En 1982, le médecin chercheur Étienne-Émile Baulieu, professeur à la faculté et conseiller du laboratoire français Roussel-Uclaf, démontre l'effet d'une pilule révolutionnaire, baptisée RU-486 (initiales de la maison mère), qu'il a conçue et qui permet d'interrompre une grossesse en deçà de sept semaines sans recourir à la chirurgie. Sept ans après la légalisation de l'avortement par Simone Veil, début 1975, sa découverte cristallise la fureur de ceux qui restent opposés à l'IVG, en France comme à l'étranger, et donne lieu à une incroyable bataille, qui fait toujours rage aujourd'hui. Perçu comme un immense progrès par ceux qui considèrent que l'avortement doit relever du libre choix des femmes, le RU-486 est accusé par le camp adverse d'ouvrir la voie à une augmentation exponentielle des IVG, en simplifiant l'acte, donc en le banalisant.
Au cœur de la bataille
Les attaques sont si virulentes que le laboratoire Roussel-Uclaf, filiale du premier groupe pharmaceutique allemand, Hoechst, dont le dirigeant est lui-même opposé à l'avortement, renonce à commercialiser le RU-486, alors qu'il représente une promesse de substantiels profits. C'est grâce à la mise en demeure de Claude Évin, alors ministre de la Santé, que "la pilule abortive" est mise sur le marché en France en 1988, puis en Angleterre et en Suède. Le laboratoire refuse en revanche de vendre le brevet à la Chine - qui le pirate illico et en est aujourd'hui le premier producteur !
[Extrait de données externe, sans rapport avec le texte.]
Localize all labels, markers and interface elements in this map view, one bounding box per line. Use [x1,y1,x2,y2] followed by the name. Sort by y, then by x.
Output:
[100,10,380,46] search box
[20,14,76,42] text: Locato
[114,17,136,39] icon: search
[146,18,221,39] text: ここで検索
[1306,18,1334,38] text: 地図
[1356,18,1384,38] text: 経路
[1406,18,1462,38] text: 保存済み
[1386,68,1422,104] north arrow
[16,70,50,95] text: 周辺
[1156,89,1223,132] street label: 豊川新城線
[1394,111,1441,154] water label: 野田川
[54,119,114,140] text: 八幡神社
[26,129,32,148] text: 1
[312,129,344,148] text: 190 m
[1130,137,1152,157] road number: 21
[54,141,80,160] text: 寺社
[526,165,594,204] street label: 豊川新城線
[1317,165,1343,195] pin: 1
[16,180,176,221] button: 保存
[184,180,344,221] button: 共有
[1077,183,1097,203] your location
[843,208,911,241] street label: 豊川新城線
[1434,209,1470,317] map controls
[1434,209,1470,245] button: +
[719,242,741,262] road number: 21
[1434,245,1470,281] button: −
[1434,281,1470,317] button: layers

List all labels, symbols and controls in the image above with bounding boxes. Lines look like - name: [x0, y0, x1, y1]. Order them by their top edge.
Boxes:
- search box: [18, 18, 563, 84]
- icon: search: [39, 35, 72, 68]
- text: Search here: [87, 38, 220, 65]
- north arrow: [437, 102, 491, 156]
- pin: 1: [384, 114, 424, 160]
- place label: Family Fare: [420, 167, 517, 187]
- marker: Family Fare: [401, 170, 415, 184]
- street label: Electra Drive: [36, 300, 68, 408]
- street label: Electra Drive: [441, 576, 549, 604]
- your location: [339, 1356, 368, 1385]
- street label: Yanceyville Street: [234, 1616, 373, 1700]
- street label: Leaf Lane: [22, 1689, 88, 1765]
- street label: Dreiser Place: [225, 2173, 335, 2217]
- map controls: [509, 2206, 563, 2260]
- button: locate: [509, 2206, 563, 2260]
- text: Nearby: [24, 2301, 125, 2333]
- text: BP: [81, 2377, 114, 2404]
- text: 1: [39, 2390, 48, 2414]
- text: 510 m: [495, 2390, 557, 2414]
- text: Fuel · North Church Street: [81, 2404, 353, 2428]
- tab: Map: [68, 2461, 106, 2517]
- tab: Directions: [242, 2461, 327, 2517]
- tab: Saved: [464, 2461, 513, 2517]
Vingt-sept ans après sa mise sur le marché en France, si un peu plus de 80 % des avortements se font par prise médicamenteuse, leur nombre demeure stable, autour de 210 000 par an en moyenne. Le RU-486 reste pourtant au cœur du combat contre l'avortement qui, loin d'avoir désarmé, remporte en Italie ou au Texas d'inquiétantes victoires, alors qu'une femme meurt maintenant encore toutes les huit minutes dans le monde des suites d'un avortement clandestin.
Par le biais d'archives et d'entretiens multiples et approfondis, ce documentaire tourné de part et d'autre de l'Atlantique replace cette découverte scientifique majeure dans son contexte et retrace la bataille jamais achevée pour le droit à l'avortement. Face au professeur Baulieu, au généticien Axel Kahn, aux gynécologues Joëlle Kauffmann et Élisabeth Aubeny et à la fondatrice de l'association néerlandaise Women On Waves (qui permet aux ressortissantes de pays où l'IVG n'est pas légal d'accéder au RU-486 en naviguant hors des eaux territoriales), s'expriment aussi des adversaires résolus de l'avortement - et donc du RU-486 -, dont certains militent activement pour dissuader, voire empêcher, les femmes d'y accéder.